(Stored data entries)
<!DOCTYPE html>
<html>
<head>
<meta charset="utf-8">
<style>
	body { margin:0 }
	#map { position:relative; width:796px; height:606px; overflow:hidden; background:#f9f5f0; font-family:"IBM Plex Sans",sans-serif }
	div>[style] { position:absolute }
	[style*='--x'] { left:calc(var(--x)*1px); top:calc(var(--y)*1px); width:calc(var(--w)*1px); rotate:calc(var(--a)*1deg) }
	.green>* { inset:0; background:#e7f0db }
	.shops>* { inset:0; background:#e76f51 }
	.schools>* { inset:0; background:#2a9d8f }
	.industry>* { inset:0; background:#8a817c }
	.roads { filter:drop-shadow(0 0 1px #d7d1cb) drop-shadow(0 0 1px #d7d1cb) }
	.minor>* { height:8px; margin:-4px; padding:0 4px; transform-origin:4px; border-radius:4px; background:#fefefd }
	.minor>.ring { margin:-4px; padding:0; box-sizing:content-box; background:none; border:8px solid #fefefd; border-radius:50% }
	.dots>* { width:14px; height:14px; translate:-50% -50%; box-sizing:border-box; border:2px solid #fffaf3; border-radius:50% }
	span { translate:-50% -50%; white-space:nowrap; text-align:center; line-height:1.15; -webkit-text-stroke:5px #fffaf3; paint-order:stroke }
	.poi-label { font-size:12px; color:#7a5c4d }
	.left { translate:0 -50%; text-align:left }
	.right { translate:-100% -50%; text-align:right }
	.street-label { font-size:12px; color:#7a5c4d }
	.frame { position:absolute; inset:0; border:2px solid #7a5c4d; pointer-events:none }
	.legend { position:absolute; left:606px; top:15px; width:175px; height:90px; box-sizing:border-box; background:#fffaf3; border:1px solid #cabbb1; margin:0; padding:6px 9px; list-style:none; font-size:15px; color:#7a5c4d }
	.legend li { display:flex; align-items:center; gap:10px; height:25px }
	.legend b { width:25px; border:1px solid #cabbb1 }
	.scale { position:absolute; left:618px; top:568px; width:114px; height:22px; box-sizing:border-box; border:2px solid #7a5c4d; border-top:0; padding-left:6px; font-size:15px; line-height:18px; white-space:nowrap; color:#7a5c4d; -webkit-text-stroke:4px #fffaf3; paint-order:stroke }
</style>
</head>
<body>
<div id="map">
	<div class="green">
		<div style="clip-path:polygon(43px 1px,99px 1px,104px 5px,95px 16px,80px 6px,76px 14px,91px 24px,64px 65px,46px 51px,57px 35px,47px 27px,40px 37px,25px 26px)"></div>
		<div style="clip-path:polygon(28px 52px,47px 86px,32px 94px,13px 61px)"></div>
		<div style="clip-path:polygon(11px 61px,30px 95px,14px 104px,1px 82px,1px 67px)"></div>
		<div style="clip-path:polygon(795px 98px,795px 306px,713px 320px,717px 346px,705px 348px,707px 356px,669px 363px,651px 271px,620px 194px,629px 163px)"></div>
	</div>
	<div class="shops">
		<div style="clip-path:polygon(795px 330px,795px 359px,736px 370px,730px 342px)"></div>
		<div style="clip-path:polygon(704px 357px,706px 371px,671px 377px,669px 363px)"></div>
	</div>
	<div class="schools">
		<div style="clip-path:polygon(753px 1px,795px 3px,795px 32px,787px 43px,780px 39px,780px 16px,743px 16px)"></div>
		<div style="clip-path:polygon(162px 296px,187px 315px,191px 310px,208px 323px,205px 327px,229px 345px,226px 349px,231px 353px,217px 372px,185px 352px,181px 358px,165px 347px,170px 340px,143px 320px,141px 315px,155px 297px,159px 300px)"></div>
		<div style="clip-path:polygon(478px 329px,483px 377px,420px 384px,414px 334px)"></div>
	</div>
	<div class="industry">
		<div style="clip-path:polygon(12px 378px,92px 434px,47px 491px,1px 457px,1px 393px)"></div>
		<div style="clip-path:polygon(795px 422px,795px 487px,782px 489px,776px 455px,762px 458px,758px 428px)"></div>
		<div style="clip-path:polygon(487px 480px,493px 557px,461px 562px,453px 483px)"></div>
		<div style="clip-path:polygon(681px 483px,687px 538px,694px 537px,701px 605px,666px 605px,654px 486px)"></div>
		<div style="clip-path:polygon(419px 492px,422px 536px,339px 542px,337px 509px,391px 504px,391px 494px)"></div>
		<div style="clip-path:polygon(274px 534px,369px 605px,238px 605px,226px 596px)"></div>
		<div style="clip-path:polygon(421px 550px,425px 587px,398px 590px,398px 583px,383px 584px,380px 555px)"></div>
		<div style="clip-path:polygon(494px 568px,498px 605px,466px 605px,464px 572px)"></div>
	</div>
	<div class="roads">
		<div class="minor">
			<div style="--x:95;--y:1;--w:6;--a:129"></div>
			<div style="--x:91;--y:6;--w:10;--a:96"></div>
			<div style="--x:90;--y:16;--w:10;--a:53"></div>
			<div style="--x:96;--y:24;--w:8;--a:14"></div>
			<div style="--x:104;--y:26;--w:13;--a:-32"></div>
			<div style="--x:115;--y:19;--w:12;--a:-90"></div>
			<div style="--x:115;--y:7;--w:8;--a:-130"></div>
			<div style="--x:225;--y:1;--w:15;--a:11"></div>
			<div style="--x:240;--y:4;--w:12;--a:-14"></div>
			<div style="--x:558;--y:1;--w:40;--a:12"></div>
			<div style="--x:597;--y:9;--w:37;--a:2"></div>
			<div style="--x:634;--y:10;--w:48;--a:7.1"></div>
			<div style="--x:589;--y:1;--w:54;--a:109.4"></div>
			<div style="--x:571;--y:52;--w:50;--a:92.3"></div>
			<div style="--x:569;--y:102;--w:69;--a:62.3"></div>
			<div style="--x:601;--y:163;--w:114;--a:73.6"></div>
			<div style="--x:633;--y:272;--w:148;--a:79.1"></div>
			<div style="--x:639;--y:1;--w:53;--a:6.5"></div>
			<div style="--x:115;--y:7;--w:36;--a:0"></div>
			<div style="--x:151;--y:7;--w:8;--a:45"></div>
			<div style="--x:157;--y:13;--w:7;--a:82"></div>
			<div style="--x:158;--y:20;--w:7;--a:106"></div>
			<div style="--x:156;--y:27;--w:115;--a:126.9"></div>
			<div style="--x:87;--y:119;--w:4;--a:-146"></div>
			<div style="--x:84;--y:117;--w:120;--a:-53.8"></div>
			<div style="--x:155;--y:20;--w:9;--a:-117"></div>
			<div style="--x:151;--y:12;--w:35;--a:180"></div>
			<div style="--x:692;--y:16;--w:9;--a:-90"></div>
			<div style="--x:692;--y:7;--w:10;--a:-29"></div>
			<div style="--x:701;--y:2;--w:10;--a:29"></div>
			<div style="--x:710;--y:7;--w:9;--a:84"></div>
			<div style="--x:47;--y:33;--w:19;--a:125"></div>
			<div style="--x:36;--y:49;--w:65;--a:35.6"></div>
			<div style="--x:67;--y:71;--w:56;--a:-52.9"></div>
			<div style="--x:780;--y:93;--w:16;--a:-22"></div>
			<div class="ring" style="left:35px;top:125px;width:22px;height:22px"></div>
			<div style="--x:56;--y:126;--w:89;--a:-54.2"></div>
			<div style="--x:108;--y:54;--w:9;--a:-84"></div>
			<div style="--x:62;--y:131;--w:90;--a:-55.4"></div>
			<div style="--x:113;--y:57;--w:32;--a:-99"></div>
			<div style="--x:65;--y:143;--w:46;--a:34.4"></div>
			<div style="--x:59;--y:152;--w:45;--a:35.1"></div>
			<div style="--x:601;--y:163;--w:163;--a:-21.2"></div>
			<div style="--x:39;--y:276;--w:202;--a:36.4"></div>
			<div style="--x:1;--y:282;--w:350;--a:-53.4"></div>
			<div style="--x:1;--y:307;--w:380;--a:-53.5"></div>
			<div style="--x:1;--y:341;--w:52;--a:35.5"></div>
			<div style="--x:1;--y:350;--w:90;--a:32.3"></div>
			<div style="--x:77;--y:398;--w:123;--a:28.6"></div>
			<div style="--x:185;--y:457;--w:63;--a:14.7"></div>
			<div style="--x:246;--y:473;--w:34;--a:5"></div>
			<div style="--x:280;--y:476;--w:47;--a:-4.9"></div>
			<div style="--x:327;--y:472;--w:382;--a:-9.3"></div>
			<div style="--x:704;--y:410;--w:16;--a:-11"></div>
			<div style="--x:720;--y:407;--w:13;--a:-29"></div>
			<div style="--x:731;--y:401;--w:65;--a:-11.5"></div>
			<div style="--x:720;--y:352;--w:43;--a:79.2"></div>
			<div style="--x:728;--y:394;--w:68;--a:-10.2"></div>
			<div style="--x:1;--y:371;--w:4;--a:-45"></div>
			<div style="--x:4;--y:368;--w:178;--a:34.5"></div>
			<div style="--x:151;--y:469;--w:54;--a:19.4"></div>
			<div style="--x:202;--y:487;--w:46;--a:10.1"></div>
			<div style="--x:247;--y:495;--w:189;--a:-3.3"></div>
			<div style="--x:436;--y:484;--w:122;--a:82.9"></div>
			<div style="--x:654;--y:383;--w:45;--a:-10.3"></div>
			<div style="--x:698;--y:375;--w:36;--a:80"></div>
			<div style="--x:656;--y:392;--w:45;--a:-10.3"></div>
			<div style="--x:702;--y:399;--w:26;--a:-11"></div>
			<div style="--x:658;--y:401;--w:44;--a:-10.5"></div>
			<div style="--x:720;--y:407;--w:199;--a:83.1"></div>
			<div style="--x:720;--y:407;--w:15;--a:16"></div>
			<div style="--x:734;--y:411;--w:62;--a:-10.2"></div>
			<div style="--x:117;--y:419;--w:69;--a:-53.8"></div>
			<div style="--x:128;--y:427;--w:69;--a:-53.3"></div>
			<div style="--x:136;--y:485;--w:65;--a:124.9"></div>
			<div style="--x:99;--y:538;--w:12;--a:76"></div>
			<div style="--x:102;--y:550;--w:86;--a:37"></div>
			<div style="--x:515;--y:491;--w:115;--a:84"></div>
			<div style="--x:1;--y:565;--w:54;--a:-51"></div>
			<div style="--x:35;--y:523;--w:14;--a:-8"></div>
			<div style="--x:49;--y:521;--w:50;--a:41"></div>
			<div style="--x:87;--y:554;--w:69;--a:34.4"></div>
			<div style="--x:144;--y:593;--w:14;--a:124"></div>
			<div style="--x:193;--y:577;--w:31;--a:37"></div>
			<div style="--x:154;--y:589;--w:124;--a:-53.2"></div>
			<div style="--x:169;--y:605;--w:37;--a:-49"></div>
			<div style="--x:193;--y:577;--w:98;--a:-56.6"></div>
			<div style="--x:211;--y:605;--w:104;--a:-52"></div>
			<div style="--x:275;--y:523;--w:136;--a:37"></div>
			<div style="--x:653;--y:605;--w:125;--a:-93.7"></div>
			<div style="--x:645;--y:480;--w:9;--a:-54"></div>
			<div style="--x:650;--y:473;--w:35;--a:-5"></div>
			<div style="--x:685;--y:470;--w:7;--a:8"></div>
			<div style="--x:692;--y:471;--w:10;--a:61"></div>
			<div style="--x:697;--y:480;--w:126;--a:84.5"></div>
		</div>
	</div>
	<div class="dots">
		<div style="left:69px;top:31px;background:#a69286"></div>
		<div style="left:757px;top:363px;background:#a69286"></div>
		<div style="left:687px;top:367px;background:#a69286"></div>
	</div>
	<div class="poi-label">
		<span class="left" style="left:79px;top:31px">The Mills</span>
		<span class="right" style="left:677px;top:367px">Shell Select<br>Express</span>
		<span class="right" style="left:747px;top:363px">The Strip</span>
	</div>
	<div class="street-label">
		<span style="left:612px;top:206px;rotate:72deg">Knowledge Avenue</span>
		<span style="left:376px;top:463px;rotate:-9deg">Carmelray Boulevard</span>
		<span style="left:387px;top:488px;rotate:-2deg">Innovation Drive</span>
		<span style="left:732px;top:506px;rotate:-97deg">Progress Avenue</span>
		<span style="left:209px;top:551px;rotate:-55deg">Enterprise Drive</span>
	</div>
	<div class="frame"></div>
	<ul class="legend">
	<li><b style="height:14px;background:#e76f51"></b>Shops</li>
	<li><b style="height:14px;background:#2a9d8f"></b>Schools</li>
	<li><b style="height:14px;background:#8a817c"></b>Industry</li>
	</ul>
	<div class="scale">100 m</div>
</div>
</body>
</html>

(Exercise requirements): Track down all lines above with the string "center" and copy them.

(Exercise solution):
	span { translate:-50% -50%; white-space:nowrap; text-align:center; line-height:1.15; -webkit-text-stroke:5px #fffaf3; paint-order:stroke }
	.legend li { display:flex; align-items:center; gap:10px; height:25px }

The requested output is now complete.